| What is expected |
The required output is the lines below from the line containing "M431,593L462,606L441,652L410,638Z" to the line containing "M339,1003L358,1013L349,1031L330,1021Z", inclusive, retyped exactly. No other lines belong in it.

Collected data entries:
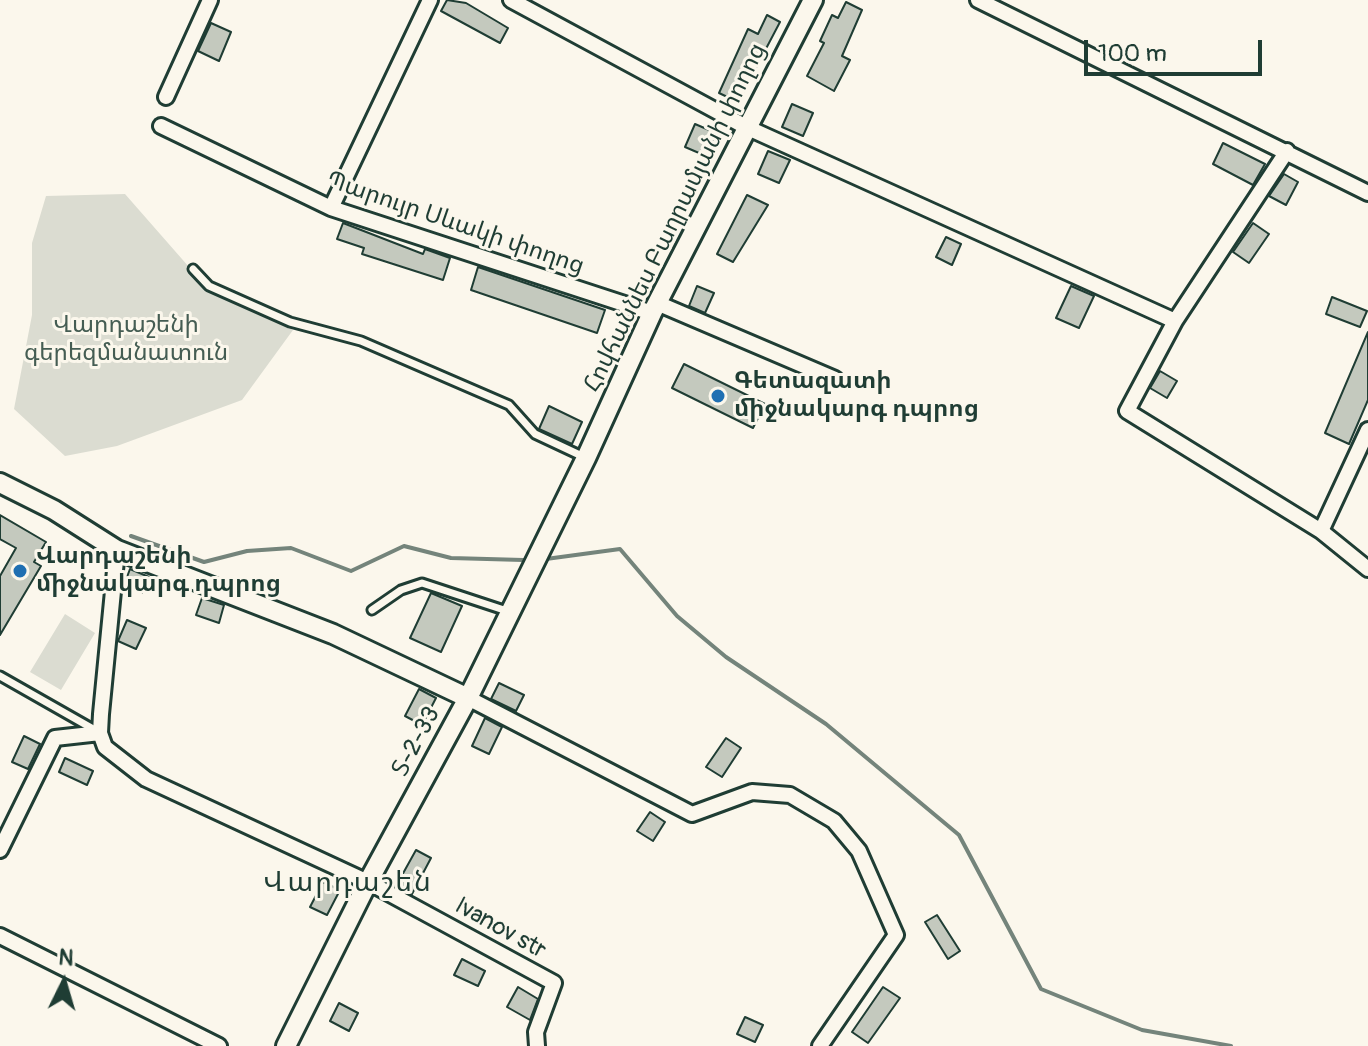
<!DOCTYPE html>
<meta charset="utf-8">
<style>
body{margin:0}
#map{position:relative;width:1368px;height:1046px;overflow:hidden;background:#fbf7ec;font-family:Pangolin,sans-serif}
canvas{display:block}
.north{position:absolute;left:24px;top:942px;width:80px;height:80px;-webkit-text-stroke:6px #fbf7ec;paint-order:stroke;rotate:5deg;font-size:22px;font-weight:700;line-height:32px;text-align:center;color:#1f3d34}
.north::after{content:'';display:block;margin:auto;width:28px;height:36px;background:#1f3d34;clip-path:polygon(50% 0,100% 100%,50% 72%,0 100%)}
.scale{position:absolute;left:1084px;top:40px;width:178px;height:36px;box-sizing:border-box;border:4px solid #1f3d34;border-top:0;padding-left:10px;font-size:24px;line-height:28px;white-space:nowrap;color:#1f3d34;-webkit-text-stroke:6px #fbf7ec;paint-order:stroke}
</style>
<div id="map">
<canvas width="1368" height="1046"></canvas>
<div class="north">N</div>
<div class="scale">100 m</div>
</div>
<script>
const g = document.querySelector('canvas').getContext('2d');
g.lineJoin = 'round';
function paint(path, color) { g.fillStyle = color; g.fill(path, 'evenodd'); }
function strokePath(path, color, width, dash) { g.strokeStyle = color; g.lineWidth = width; g.lineCap = dash ? 'butt' : 'round'; g.setLineDash(dash || []); g.stroke(path); }
function write(font, color, halo, rows, align = 'center') {
  g.font = font + ' Pangolin,"Noto Sans Armenian",sans-serif'; g.lineWidth = 6; g.setLineDash([]); g.textBaseline = 'middle'; g.strokeStyle = halo; g.fillStyle = color; for (const [text, x, y, turn = 0] of rows) {
    g.save(); g.translate(x, y); g.rotate((+turn || 0) * Math.PI / 180); g.textAlign = isNaN(turn) ? turn : align; if (halo) g.strokeText(text, 0, 0); g.fillText(text, 0, 0); g.restore();
  }
}
paint(new Path2D(`
 M125,194L196,275L293,330L242,400L117,446L65,456L14,409L32,315V243L46,196Z
 M65,614L95,633L61,690L30,672Z`), '#dbdcd1');
strokePath(new Path2D(`
 M131,536L204,562L247,551L291,548L351,571L404,546L451,558L523,560
 M546,559L620,549L677,616L726,657L826,724L959,835L1041,989L1142,1030L1231,1046`), '#74847b', 4);
const building = new Path2D(`
 M447,0L466,3L508,28L500,43L441,11Z
 M846,2L862,10L842,56L850,60L834,91L807,76L824,43L820,41L832,15L838,18Z
 M767,15L780,22L738,102L719,93L748,29L758,34Z
 M211,23L231,32L219,61L198,51Z
 M792,104L813,113L803,136L782,127Z
 M695,124L716,133L706,156L685,147Z
 M1223,143L1265,164L1253,185L1213,164Z
 M768,151L790,160L779,183L758,174Z
 M1284,174L1298,182L1286,205L1269,196Z
 M747,195L768,205L733,262L717,254Z
 M343,223L423,254L425,249L450,258L443,280L362,254L364,248L337,239Z
 M1253,223L1269,234L1249,263L1233,252Z
 M946,237L961,244L952,265L936,257Z
 M478,267L605,310L597,333L471,290Z
 M697,286L714,293L705,313L689,306Z
 M1071,286L1094,296L1079,328L1056,318Z
 M1332,297L1367,311L1360,327L1326,314Z
 M1368,332V400L1349,444L1325,433Z
 M684,364L765,404L753,428L672,388Z
 M1160,371L1177,381L1167,398L1150,388Z
 M549,406L582,422L572,444L539,429Z
 M0,515L46,542L34,562L41,566L0,635V576L16,548L0,539Z
 M130,569L149,577L142,593L124,585Z
 M431,593L462,606L441,652L410,638Z
 M202,598L224,605L219,623L196,615Z
 M127,620L146,628L136,649L118,641Z
 M499,683L524,695L516,711L491,699Z
 M419,689L436,698L422,725L405,716Z
 M485,718L502,727L489,754L472,746Z
 M24,736L40,744L28,769L12,762Z
 M726,738L741,748L722,777L706,767Z
 M65,758L93,771L87,785L59,772Z
 M650,812L665,822L653,841L637,831Z
 M416,850L431,858L412,894L396,886Z
 M323,882L340,890L327,915L310,907Z
 M937,915L960,951L948,959L925,922Z
 M462,959L485,971L478,986L454,975Z
 M518,987L538,999L530,1020L507,1007Z
 M883,987L900,998L868,1043L852,1032Z
 M339,1003L358,1013L349,1031L330,1021Z
 M745,1017L763,1025L755,1042L737,1034Z`);
paint(building, '#c4c9be');
strokePath(building, '#1f3d34', 2);
const service = new Path2D(`
 M193,269L209,286L290,322L361,341L509,405L535,434L584,457
 M372,610L401,590L422,583L507,611
 M0,676L95,730`);
const minor = new Path2D(`
 M511,0L746,127L1175,321
 M978,0L1368,193
 M166,97L210,0
 M161,126L331,208L652,313
 M1287,151L1175,321L1127,411L1321,531L1368,569
 M331,208L430,0
 M657,303L835,379
 M1321,531L1368,430
 M117,550L101,714L100,733L105,747L146,779L368,882L554,983L536,1032L537,1046
 M468,698L692,814L752,792L790,795L834,821L859,851L896,935L820,1046
 M0,850L55,738L100,733
 M0,936L219,1046`);
const tertiary = new Path2D(`
 M0,483L54,510L117,550L333,634L468,698
 M286,1046L368,882L468,698L586,458L652,313L813,0`);
strokePath(service, '#1f3d34', 13);
strokePath(minor, '#1f3d34', 20);
strokePath(tertiary, '#1f3d34', 24);
strokePath(service, '#fbf7ec', 7);
strokePath(minor, '#fbf7ec', 14);
strokePath(tertiary, '#fbf7ec', 18);
for (const [x, y, r, color] of [
 [718,396,8,"#1f6fb2"],
 [20,571,8,"#1f6fb2"]
]) { const dot = new Path2D(); dot.arc(x, y, r, 0, 2 * Math.PI); g.fillStyle = color; g.fill(dot); strokePath(dot, '#fbf7ec', 3); }
write('24px', '#1f3d34', '#fbf7ec', [
 ["Հովհաննես Բաղրամյանի փողոց",676,218,-64],
 ["Պարույր Սևակի փողոց",455,224,19],
 ["Տ-2-33",417,742,-62],
 ["Ivanov str",500,929,29]
]);
write('24px', '#455d53', '#fbf7ec', [
 ["Վարդաշենի",126,326],
 ["գերեզմանատուն",126,354]
]);
write('bold 24px', '#1f3d34', '#fbf7ec', [
 ["Գետազատի",734,382],
 ["միջնակարգ դպրոց",734,410],
 ["Վարդաշենի",36,557],
 ["միջնակարգ դպրոց",36,585]
], 'left');
g.letterSpacing = '2px';
write('28px', '#1f3d34', '#fbf7ec', [
 ["Վարդաշեն",348,884]
]);
g.letterSpacing = '0px';
</script>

| Answer below |
 M431,593L462,606L441,652L410,638Z
 M202,598L224,605L219,623L196,615Z
 M127,620L146,628L136,649L118,641Z
 M499,683L524,695L516,711L491,699Z
 M419,689L436,698L422,725L405,716Z
 M485,718L502,727L489,754L472,746Z
 M24,736L40,744L28,769L12,762Z
 M726,738L741,748L722,777L706,767Z
 M65,758L93,771L87,785L59,772Z
 M650,812L665,822L653,841L637,831Z
 M416,850L431,858L412,894L396,886Z
 M323,882L340,890L327,915L310,907Z
 M937,915L960,951L948,959L925,922Z
 M462,959L485,971L478,986L454,975Z
 M518,987L538,999L530,1020L507,1007Z
 M883,987L900,998L868,1043L852,1032Z
 M339,1003L358,1013L349,1031L330,1021Z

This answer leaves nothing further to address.